Replica set cache efficiency

26 views
Skip to first unread message

Matic

unread,
Sep 11, 2011, 4:11:39 PM9/11/11
to mongodb-user
Hey!

Suppose you have 4 nodes in a replica set. The set contains a
collection with 1,000,000 documents. Mongos will load-balance read
requests among all 4 nodes. Because some documents are more frequently
read than others, they will be residing in cache most of the time.
This are "hot documents". Because Mongos balances the reads among all
4 nodes, that means all 4 nodes will have the same hot documents
stored in cache. Is this a correct assumption?

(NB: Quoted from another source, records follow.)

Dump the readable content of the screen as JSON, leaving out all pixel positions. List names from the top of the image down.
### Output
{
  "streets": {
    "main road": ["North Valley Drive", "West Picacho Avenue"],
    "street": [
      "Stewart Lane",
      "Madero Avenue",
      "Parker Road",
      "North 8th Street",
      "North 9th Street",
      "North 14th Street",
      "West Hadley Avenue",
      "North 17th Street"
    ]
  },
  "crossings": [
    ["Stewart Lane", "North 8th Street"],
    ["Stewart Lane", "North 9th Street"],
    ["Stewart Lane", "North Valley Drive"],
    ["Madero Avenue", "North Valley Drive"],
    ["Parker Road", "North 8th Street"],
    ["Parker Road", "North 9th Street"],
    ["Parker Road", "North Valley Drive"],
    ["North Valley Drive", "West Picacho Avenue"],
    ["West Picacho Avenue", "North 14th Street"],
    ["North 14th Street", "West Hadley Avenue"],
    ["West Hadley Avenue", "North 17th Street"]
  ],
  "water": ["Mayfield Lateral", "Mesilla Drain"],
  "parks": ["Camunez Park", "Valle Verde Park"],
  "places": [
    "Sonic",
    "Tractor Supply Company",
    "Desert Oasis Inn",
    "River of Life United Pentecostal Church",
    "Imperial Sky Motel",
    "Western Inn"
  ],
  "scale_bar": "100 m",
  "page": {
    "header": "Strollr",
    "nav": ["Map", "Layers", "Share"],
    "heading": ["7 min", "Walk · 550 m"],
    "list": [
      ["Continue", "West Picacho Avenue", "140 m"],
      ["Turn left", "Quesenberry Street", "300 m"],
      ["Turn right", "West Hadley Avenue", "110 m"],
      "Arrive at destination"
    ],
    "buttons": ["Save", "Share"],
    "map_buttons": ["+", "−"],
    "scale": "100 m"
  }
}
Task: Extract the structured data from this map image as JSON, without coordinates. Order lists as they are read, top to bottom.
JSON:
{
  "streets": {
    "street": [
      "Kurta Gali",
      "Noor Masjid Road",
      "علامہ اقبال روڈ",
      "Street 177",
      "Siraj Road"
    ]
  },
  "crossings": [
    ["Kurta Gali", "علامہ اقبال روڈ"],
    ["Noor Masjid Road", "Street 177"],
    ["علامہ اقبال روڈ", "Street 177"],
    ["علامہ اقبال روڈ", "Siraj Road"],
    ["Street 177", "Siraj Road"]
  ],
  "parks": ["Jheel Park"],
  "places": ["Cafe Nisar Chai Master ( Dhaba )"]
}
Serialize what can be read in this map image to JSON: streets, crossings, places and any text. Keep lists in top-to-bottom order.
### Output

If it is, it is inefficient as the replica set could cache 4 times
(because of 4 nodes, 10 nodes would be 10 times more efficient) more
documents with a simple improvement to Mongos. If Mongos were to
balance reads in such a way that a read request for certain document
would be, under the right conditions, always routed to the same node,
only that node would keep that document in the cache. This would
enable other nodes to store other documents in the cache, dramatically
increasing read performance of the replica set by reading more from
cache and less from storage, because each document is cached in only 1
node.

I think this is a low hanging fruit. What do you think?

Happy day,
Matic

Scott Hernandez

unread,
Sep 11, 2011, 4:18:37 PM9/11/11
to mongod...@googlegroups.com

It is basically random which connections/queries go to which secondaries related to the working set of data. It could spread reads out in a different way. Currently the goal is to do this based on proximity of the client, but haveing an algorithm which tried to use the chunk (shard key) ranges could provide for better cache efficiency across the replicaset (when reading from secondaries).

> --
> You received this message because you are subscribed to the Google Groups "mongodb-user" group.
> To post to this group, send email to mongod...@googlegroups.com.
> To unsubscribe from this group, send email to mongodb-user...@googlegroups.com.
> For more options, visit this group at http://groups.google.com/group/mongodb-user?hl=en.
>

Max Schireson

unread,
Sep 11, 2011, 9:52:21 PM9/11/11
to mongod...@googlegroups.com

One way to get something like the effect you want is to run 4 shards; you could run multiple mongod's on each box and thus get redundancy as well. Then you would not use slaveok and in a read-heavy application your caches would be reasonably well segmented. Other pros and cons with this approach, just wanted to point it out.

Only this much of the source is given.